Review Comment:
First of all, I would like to thank the authors for the changes they made in response to my review. I appreciate in particular the clarified contribution and the added Section 9.1 on the potential of the proposed method.
Regarding the review criteria of originality, significance of the results and quality of writing, I now believe that the originality of the proposed end-to-end pipeline is good, and that the results are significant, in so far as they have the potential to considerably enrich existing knowledge bases.
Major concerns however remain however about the quality of writing:
1. Unless stated, it appears the paper has not been properly proofread for language and presentation issues. This is not just a surface issue, as the language currently used makes understanding difficult in several places, and especially surprising given that the paper has 6 authors.

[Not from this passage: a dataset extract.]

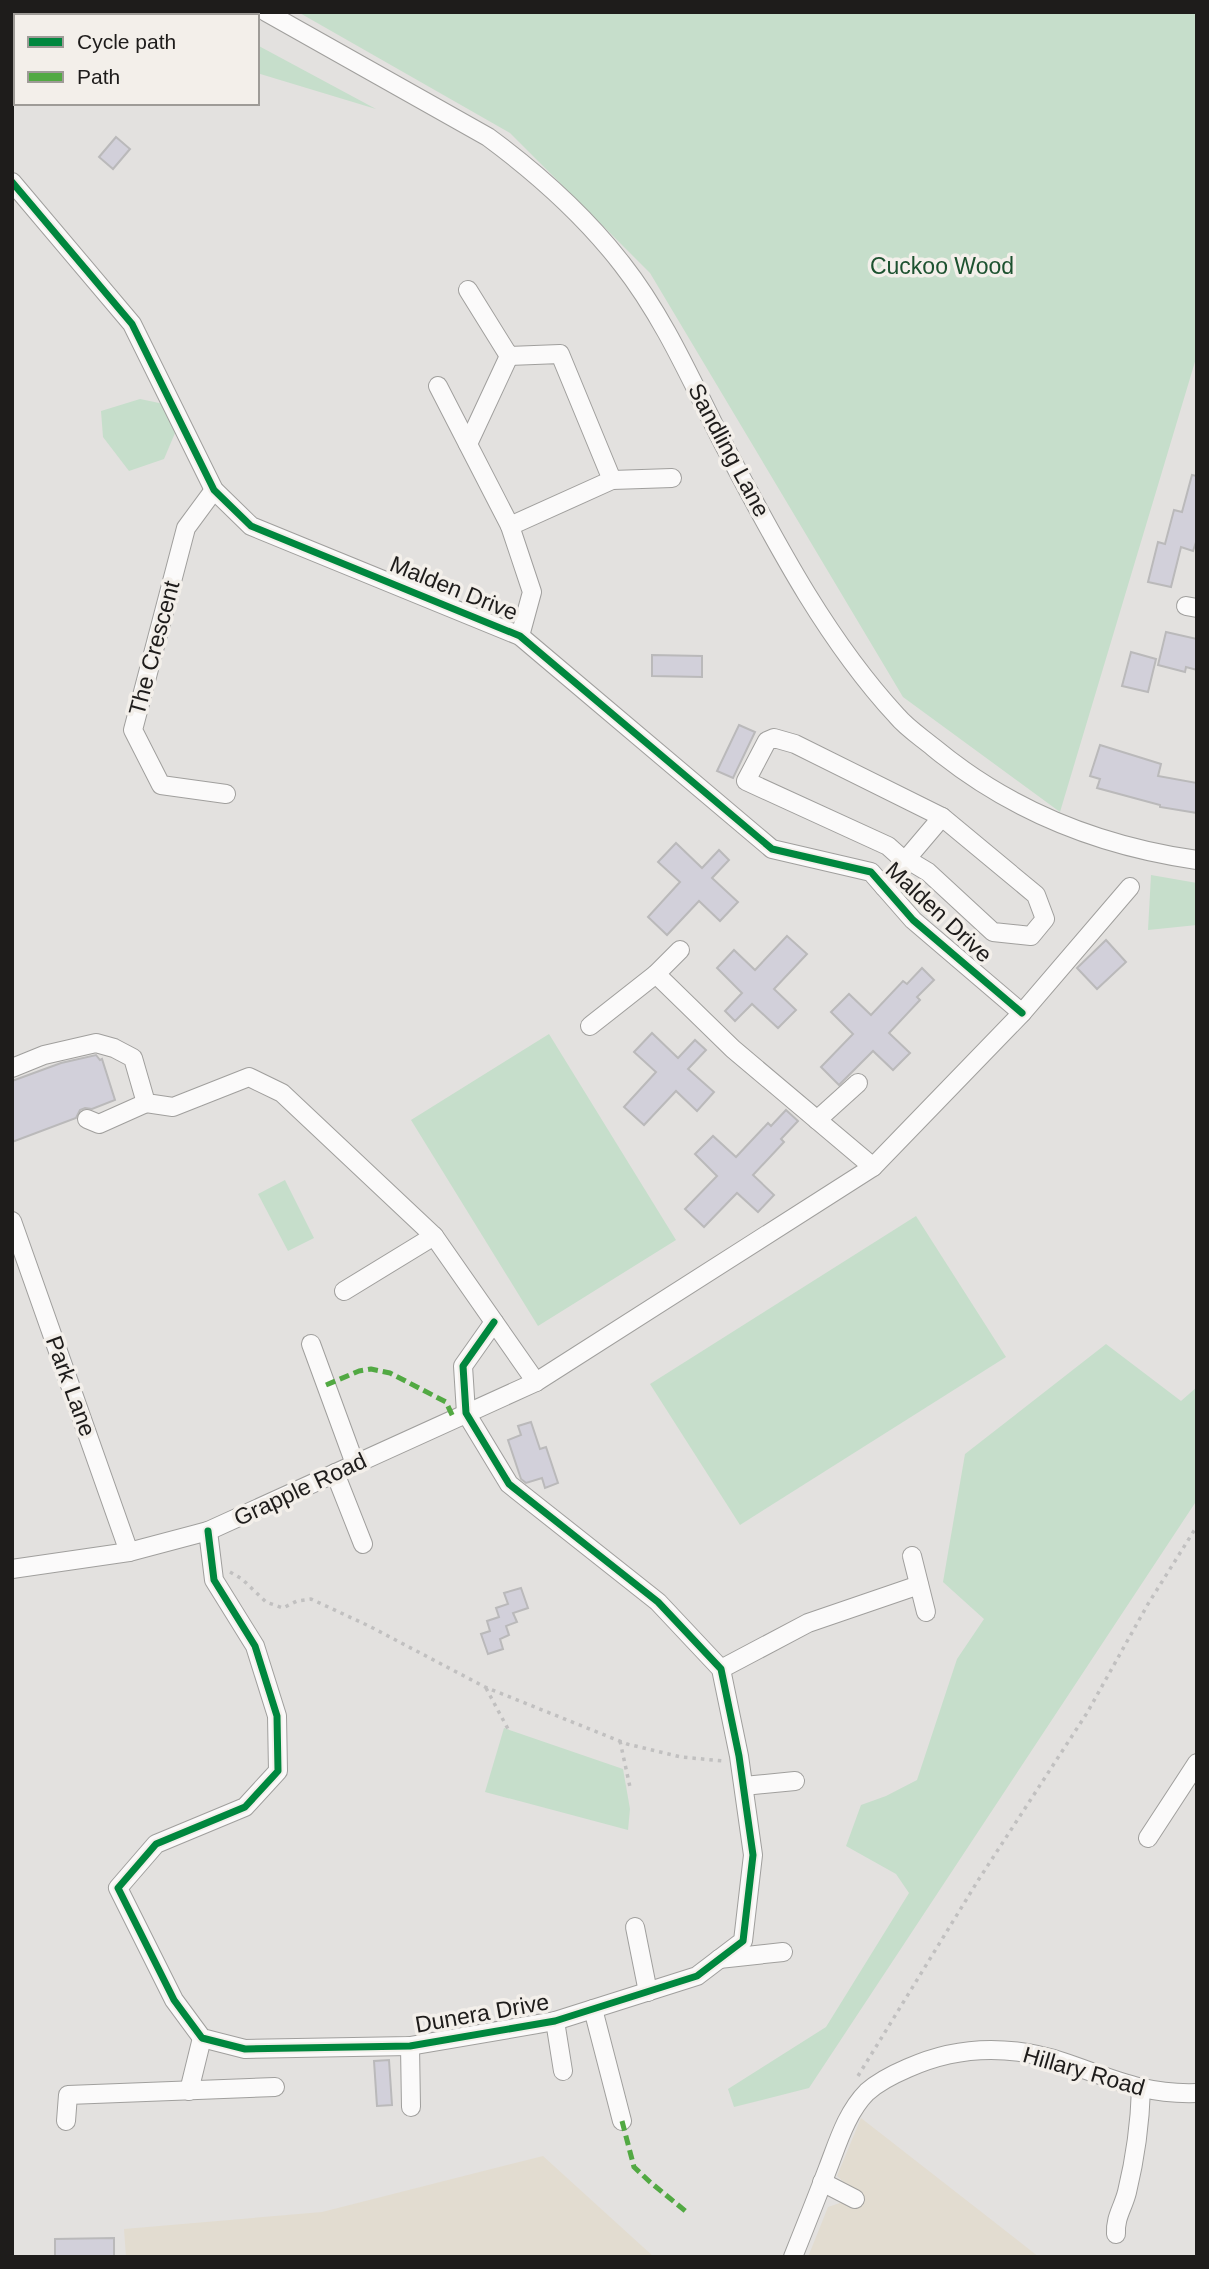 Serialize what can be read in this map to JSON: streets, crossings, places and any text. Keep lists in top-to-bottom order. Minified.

2. While I see improvements, I still find the problem definition (Section 3.2) convoluted
3. The evaluation in several parts only spells out numbers, but does not provide the reader with insights or lessons learned
I think the abovementioned concerns require a major effort and was at the edge between suggesting a major or a minor revision. I chose a minor revision because I think the concerns can be adressed without requiring changes to the methodology or new experiments, but suggest to really take a major effort at improving the writing.
Details:
1. Language and Presentation
- Intro: "to aid knowledge base augmentation", "to enable the exploitation of markup data", "for supporting KBA tasks" - Why these reservations? Are you not *doing* KB augmentation, not *exploiting* markup data?

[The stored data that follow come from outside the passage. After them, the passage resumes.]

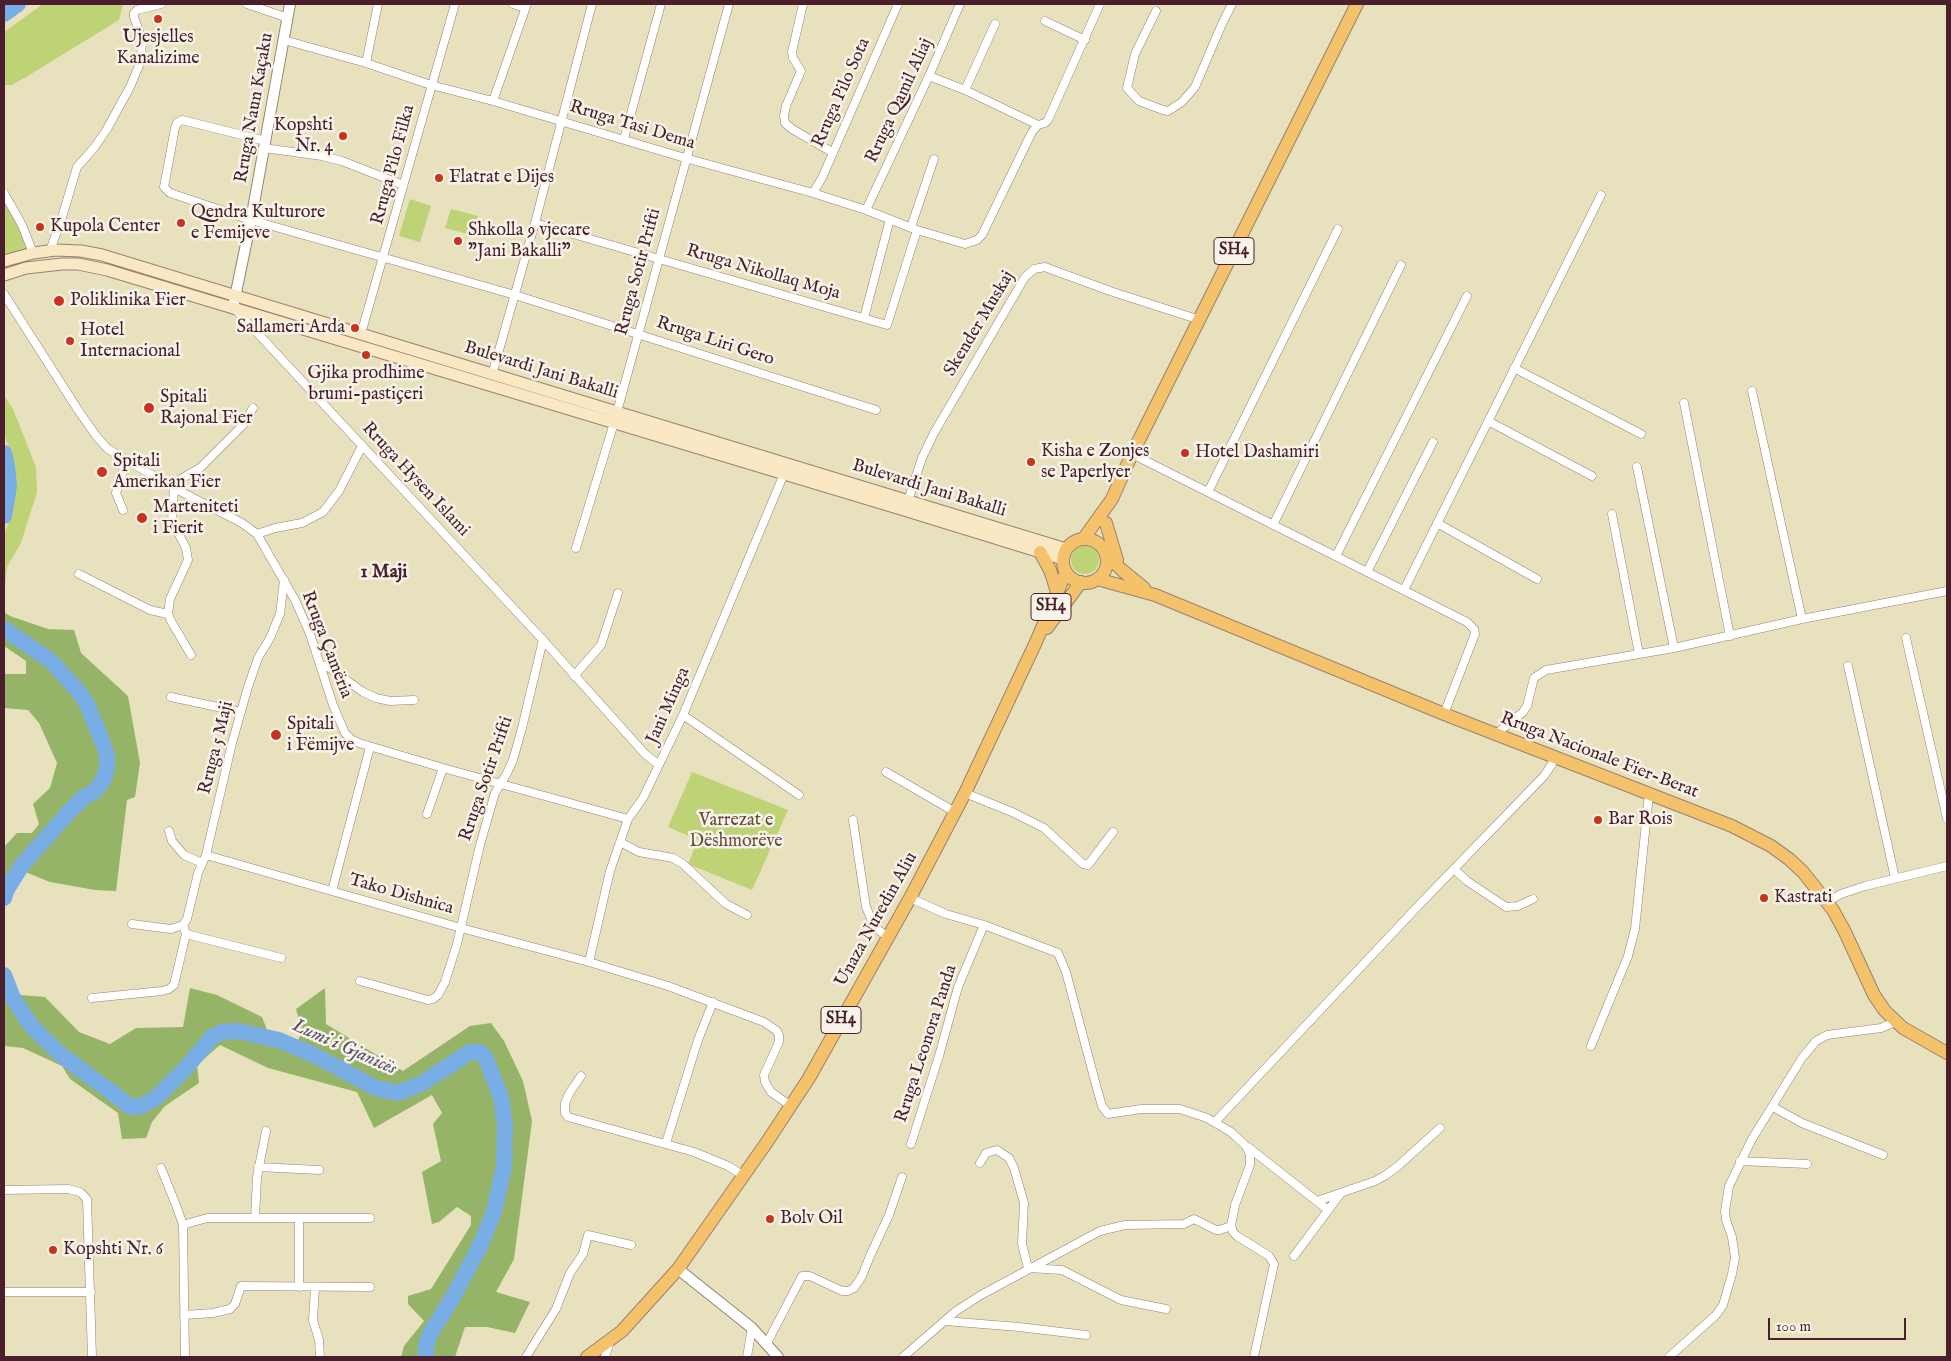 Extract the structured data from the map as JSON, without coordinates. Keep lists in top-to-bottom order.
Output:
{
  "streets": {
    "main road": [
      "SH4",
      "Bulevardi Jani Bakalli",
      "Rruga Nacionale Fier-Berat",
      "Unaza Nuredin Aliu"
    ],
    "street": [
      "Rruga Pilo Sota",
      "Rruga Qamil Aliaj",
      "Rruga Naun Kaçaku",
      "Rruga Tasi Dema",
      "Rruga Pilo Filka",
      "Rruga Sotir Prifti",
      "Rruga Nikollaq Moja",
      "Skender Muskaj",
      "Rruga Liri Gero",
      "Rruga Hysen Islami",
      "Rruga Çamëria",
      "Jani Minga",
      "Rruga 5 Maji",
      "Tako Dishnica",
      "Rruga Leonora Panda"
    ]
  },
  "crossings": [
    ["Rruga Pilo Sota", "Rruga Tasi Dema"],
    ["Rruga Qamil Aliaj", "Rruga Tasi Dema"],
    ["Rruga Naun Kaçaku", "Rruga Tasi Dema"],
    ["Rruga Naun Kaçaku", "Bulevardi Jani Bakalli"],
    ["Rruga Naun Kaçaku", "Rruga Hysen Islami"],
    ["Rruga Tasi Dema", "Rruga Pilo Filka"],
    ["Rruga Tasi Dema", "Rruga Sotir Prifti"],
    ["Rruga Tasi Dema", "Rruga Nikollaq Moja"],
    ["Rruga Pilo Filka", "Rruga Liri Gero"],
    ["Rruga Pilo Filka", "Bulevardi Jani Bakalli"],
    ["SH4", "Skender Muskaj"],
    ["SH4", "Bulevardi Jani Bakalli"],
    ["SH4", "Rruga Nacionale Fier-Berat"],
    ["SH4", "Unaza Nuredin Aliu"],
    ["Rruga Sotir Prifti", "Rruga Nikollaq Moja"],
    ["Rruga Sotir Prifti", "Rruga Liri Gero"],
    ["Rruga Sotir Prifti", "Bulevardi Jani Bakalli"],
    ["Rruga Sotir Prifti", "Rruga Hysen Islami"],
    ["Rruga Sotir Prifti", "Rruga Çamëria"],
    ["Rruga Sotir Prifti", "Tako Dishnica"],
    ["Skender Muskaj", "Bulevardi Jani Bakalli"],
    ["Bulevardi Jani Bakalli", "Rruga Hysen Islami"],
    ["Bulevardi Jani Bakalli", "Jani Minga"],
    ["Bulevardi Jani Bakalli", "Rruga Nacionale Fier-Berat"],
    ["Bulevardi Jani Bakalli", "Unaza Nuredin Aliu"],
    ["Rruga Hysen Islami", "Jani Minga"],
    ["Rruga Çamëria", "Jani Minga"],
    ["Rruga Çamëria", "Rruga 5 Maji"],
    ["Jani Minga", "Tako Dishnica"],
    ["Rruga 5 Maji", "Tako Dishnica"],
    ["Rruga Nacionale Fier-Berat", "Unaza Nuredin Aliu"],
    ["Tako Dishnica", "Unaza Nuredin Aliu"]
  ],
  "districts": ["1 Maji"],
  "water": ["Lumi i Gjanicës"],
  "parks": ["Varrezat e Dëshmorëve"],
  "places": [
    "Ujesjelles Kanalizime",
    "Kopshti Nr. 4",
    "Flatrat e Dijes",
    "Qendra Kulturore e Femijeve",
    "Kupola Center",
    "Shkolla 9 vjecare \"Jani Bakalli\"",
    "Poliklinika Fier",
    "Sallameri Arda",
    "Hotel Internacional",
    "Gjika prodhime brumi-pastiçeri",
    "Spitali Rajonal Fier",
    "Hotel Dashamiri",
    "Kisha e Zonjes se Paperlyer",
    "Spitali Amerikan Fier",
    "Marteniteti i Fierit",
    "Spitali i Fëmijve",
    "Bar Rois",
    "Kastrati",
    "Bolv Oil",
    "Kopshti Nr. 6"
  ],
  "scale_bar": "100 m"
}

- Intro: "the KBA problem" - is the term "problem" needed here? I am not aware of an established KBA problem (like "the travelling salesman problem"), so if needed please introduce the term, though I'd rather simply drop "problem" and refer to it by the established process name: "KBA".
- Figure 1 has an unreadable fontsize
- 3.3: "the KBA problem defined above, consists of two steps" -> remove comma
- 3.3: "The first step aims KnowMore_{match} at" - fix word order
- 3.3: "with respect to KB." - add article
- Table 1: "Notation" -> "Term"?
- Table 1: Some terms are named well "F_class, F_ded", others are illegible (F, F'). Why not give sensible names to all?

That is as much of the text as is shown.